- [Task item]: Below are some records; work out how many of their lines contain "crossings" and give the number only.

- [Exercise data]:
■ ■ ■ ■
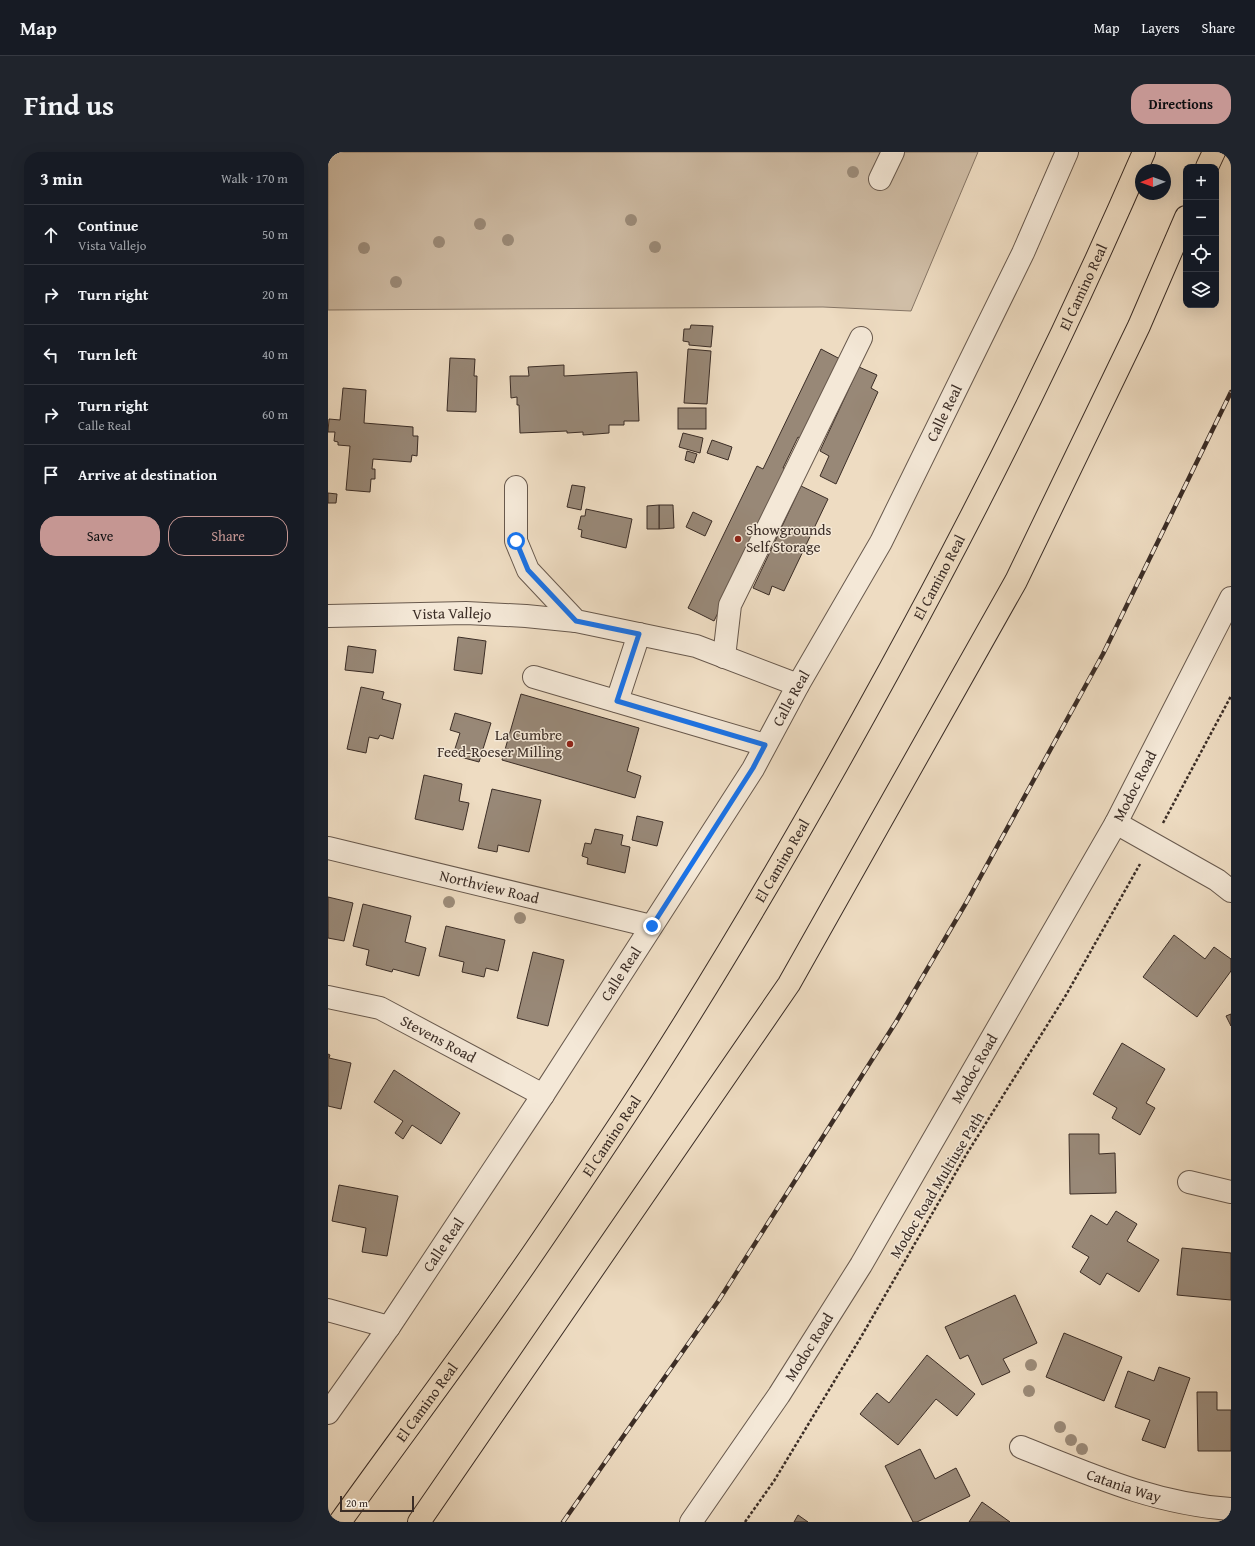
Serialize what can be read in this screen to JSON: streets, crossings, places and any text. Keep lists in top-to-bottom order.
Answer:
{
  "streets": {
    "highway": ["El Camino Real"],
    "street": [
      "Calle Real",
      "Vista Vallejo",
      "Modoc Road",
      "Northview Road",
      "Stevens Road",
      "Catania Way"
    ],
    "path": ["Modoc Road Multiuse Path"]
  },
  "crossings": [
    ["Calle Real", "Vista Vallejo"],
    ["Calle Real", "Northview Road"],
    ["Calle Real", "Stevens Road"]
  ],
  "places": ["Showgrounds Self Storage", "La Cumbre Feed-Roeser Milling"],
  "scale_bar": "20 m",
  "north": "left",
  "page": {
    "header": "Map",
    "nav": ["Map", "Layers", "Share"],
    "title": "Find us",
    "buttons": [
      "Directions",
      ["Save", "Share"]
    ],
    "heading": ["3 min", "Walk · 170 m"],
    "map_buttons": ["+", "−"],
    "list": [
      ["Continue", "Vista Vallejo", "50 m"],
      ["Turn right", "20 m"],
      ["Turn left", "40 m"],
      ["Turn right", "Calle Real", "60 m"],
      "Arrive at destination"
    ],
    "scale": "20 m"
  }
}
■ ■ ■ ■
- [Solution for this task]: 2